The NIHR and B.Braun have had no role in the design of the study or the writing of this manuscript.
Availability of data and materials
The final trial dataset will be accessible to the investigators named as co-authors of this protocol.
DWH, HB and NMB made substantial contributions to the conception of the study and the design and drafting and revision of the manuscript. FW, JS, MDS and PB made substantial contributions to the design and drafting and revision of the manuscript.
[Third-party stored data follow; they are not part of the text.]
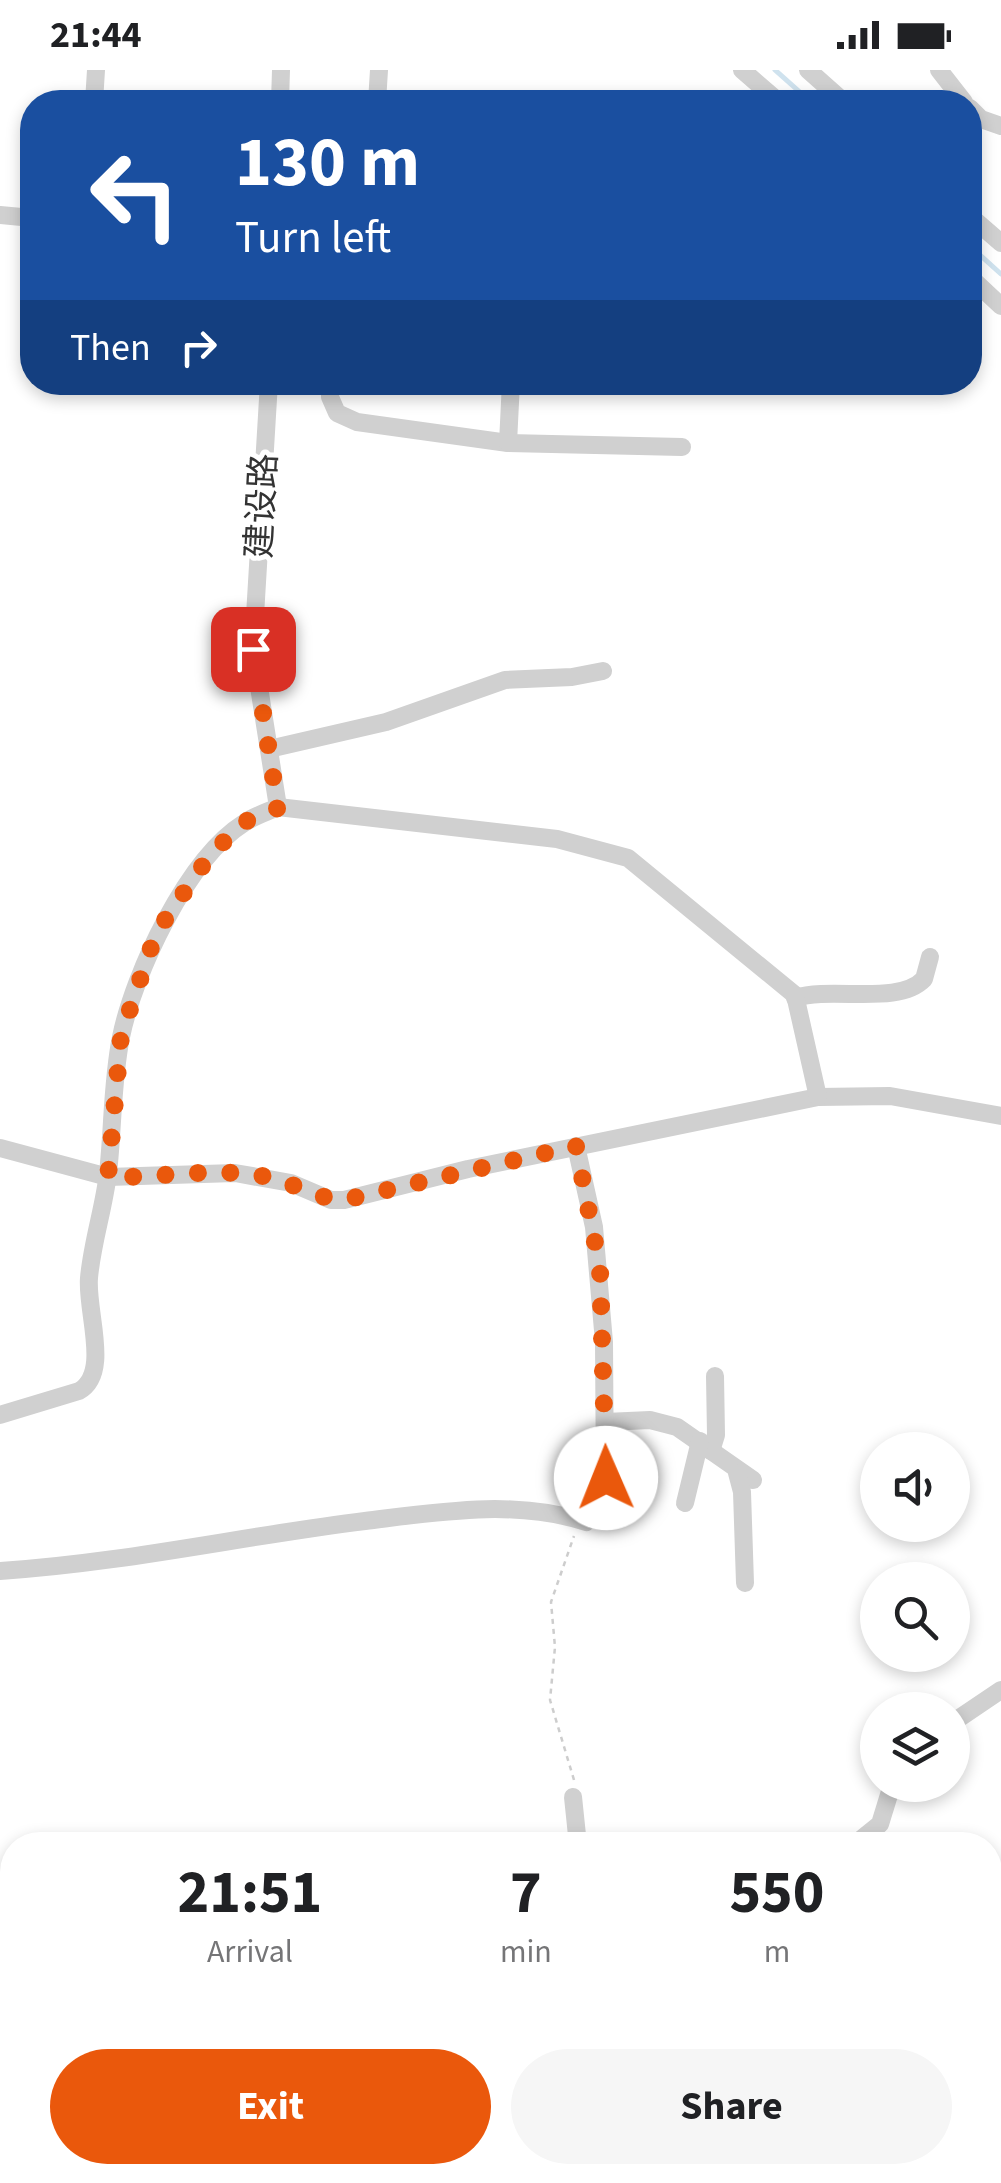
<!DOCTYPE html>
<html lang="en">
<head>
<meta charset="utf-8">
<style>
  :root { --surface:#fff; --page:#f6f6f6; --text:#202124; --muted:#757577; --accent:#ea580c }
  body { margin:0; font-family:"Source Sans 3","Noto Sans SC",sans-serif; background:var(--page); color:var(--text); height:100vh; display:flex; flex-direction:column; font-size:38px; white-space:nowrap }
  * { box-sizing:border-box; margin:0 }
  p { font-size:32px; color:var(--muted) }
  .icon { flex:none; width:55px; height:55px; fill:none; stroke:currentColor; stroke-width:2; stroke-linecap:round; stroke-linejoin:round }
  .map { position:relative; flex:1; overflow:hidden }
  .drawer { position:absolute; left:0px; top:1762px; width:1002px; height:352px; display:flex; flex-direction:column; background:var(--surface); border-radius:40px 40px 0 0; box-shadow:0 5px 15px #0003 }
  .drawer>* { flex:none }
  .guide { position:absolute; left:20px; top:20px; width:962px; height:305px; border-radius:40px; box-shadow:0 5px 15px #0003; background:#1a4fa0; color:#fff; overflow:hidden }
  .fabs { position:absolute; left:860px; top:1362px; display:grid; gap:20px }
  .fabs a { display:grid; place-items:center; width:110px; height:110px; border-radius:50%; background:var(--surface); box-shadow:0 5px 15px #0003; font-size:50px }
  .pin { position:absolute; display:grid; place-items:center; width:85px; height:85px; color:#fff; margin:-42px; border-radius:20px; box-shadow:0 5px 15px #0006 }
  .me { position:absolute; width:110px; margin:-55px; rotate:359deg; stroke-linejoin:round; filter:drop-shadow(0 0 8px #0008) }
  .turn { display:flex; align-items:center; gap:35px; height:210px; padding:0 50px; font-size:45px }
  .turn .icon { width:130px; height:130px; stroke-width:2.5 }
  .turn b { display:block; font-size:70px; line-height:85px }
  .then { display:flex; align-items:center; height:95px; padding:0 50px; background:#0003; gap:20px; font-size:38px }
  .eta { display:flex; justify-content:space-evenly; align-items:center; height:170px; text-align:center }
  .eta b { font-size:60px; font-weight:700; line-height:70px }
  .button { display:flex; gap:20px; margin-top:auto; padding:20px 50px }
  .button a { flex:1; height:115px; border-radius:60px; background:var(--accent); color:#fff; font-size:40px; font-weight:700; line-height:115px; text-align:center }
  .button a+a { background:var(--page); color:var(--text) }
  .status { display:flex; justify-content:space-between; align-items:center; height:70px; padding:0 50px; background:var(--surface); direction:ltr }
  .status svg { height:28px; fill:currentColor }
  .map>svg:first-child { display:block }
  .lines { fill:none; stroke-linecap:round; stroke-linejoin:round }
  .stream { stroke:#cfe2ee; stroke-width:5 }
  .path { stroke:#cdcdcd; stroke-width:2.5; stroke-dasharray:5 5; stroke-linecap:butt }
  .minor { stroke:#d0d0d0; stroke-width:18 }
  .route { stroke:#ea580c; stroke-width:18; stroke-dasharray:0 32.4 }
  .labels { text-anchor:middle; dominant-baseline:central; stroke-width:10; stroke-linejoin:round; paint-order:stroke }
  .street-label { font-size:35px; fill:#333; stroke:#fff }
</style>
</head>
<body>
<div class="status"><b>21:44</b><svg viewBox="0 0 49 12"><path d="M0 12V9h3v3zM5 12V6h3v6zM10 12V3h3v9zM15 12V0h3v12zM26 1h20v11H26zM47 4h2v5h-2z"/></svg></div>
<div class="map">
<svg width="1001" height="2113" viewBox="0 0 1001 2113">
  <rect width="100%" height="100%" fill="#fff"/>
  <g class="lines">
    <g class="stream">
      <path d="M 775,0 L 811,32"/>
      <path d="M 970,176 L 1001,204"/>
      <path d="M 990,1940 L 1001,1940"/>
      <path d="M 0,2006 L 12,2005"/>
    </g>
    <path class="path" d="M 574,1710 L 550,1630 L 555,1577 L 551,1532 L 574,1466"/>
    <g class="minor">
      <path d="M 742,0 L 779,32"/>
      <path d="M 808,0 L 844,32"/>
      <path d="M 939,0 L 964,32"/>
      <path d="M 94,32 L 96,0"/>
      <path d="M 280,32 L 281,0"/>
      <path d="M 377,32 L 379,0"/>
      <path d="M 970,38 L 981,49 L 1001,56"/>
      <path d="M 0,145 L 32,148"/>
      <path d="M 970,146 L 1001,173"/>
      <path d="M 970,207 L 1001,236"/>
      <path d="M 269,312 L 253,579 L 278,737"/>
      <path d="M 330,312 L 330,327 L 337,343 L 357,352 L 508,373 L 682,377"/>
      <path d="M 508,373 L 511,312"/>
      <path d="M 269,679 L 386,652 L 505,610 L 572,607 L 603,601"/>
      <path d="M 795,928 C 833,916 898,936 924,909 L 930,887"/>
      <path d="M 0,1078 L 108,1107 L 235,1103 L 291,1113 L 331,1130 L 344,1130 L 468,1099 L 818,1027 L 890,1026 L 1001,1046"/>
      <path d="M 0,1345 L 79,1321 C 111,1303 86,1242 89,1208 C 92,1173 104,1138 108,1103 C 113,1059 112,1011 121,967 C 134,903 187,789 244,753 C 254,746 267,742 278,737 L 557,769 L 628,788 L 795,925 L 818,1027"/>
      <path d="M 606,1352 L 650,1350 L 677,1357 L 753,1410"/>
      <path d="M 711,1381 L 716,1365 L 715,1306"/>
      <path d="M 737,1403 L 742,1422 L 745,1513"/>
      <path d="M 685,1433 L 700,1371"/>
      <path d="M 0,1501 C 123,1493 243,1466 365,1451 C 438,1442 515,1429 586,1452 L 605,1423 L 604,1272 L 594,1157 L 576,1076"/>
      <path d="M 952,1653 L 1001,1620"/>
      <path d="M 573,1727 L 578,1775"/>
      <path d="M 854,1775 L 880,1754 L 892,1715"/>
      <path d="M 990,1960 L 1001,1961"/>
      <path d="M 0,2021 L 12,2019"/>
      <path d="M 14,2102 L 30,2113"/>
      <path d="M 511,2102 L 512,2113"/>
      <path d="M 440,2113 L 442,2102"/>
      <path d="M 992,2113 L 1001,2100"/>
    </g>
  </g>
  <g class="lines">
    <path class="route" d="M 253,579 L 278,738 L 242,753 L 208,788 L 156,863 L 121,966 L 108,1107 C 158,1108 213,1097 263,1106 C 291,1111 316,1129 344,1130 L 576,1076 L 600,1198 L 606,1408"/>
  </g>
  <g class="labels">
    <g class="street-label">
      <text transform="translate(262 436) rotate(-87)">建设路</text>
    </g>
  </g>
</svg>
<div class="fabs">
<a><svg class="icon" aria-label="sound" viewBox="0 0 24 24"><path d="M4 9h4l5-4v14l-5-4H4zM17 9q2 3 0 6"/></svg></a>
<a><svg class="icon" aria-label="search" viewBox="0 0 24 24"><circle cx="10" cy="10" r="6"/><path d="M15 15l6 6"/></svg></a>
<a><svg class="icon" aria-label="layers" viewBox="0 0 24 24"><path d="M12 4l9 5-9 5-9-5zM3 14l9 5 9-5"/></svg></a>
</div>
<div class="pin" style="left:253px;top:579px;background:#d93025"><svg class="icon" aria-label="arrive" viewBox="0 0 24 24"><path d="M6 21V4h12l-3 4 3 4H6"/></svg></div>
<svg class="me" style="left:606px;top:1408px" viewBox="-20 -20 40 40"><circle r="19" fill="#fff"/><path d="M0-13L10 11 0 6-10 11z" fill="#ea580c"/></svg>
<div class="guide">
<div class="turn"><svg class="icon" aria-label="left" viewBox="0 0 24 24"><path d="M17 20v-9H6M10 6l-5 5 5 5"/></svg><div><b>130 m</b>Turn left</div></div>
<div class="then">Then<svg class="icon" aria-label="right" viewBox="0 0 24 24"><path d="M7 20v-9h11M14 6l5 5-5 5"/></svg></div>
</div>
<section class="drawer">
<div class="eta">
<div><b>21:51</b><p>Arrival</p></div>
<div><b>7</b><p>min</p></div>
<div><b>550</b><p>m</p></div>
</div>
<div class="button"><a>Exit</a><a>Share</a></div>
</section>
</div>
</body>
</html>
All authors read and approved the final manuscript.
Ethics approval and consent to participate
Informed written consent will be obtained from all study participants. This protocol was granted authorisation by Wales Research Ethics Committee 6 on 3 September 2018 (Reference 18/WA/0190), by the UK Medicines and Healthcare products Regulatory Agency on 21 August 2018 (Reference CI/2018/0035) and by the UK Health Research Authority on 7 September 2018 (Reference 231,688).
Consent for publication
JGH is the Associate Editor-in-Chief of the British Journal of Anaesthesia and accepts fees for advising in civil, criminal and coronial medicolegal cases. All other authors declare that they have no competing interests.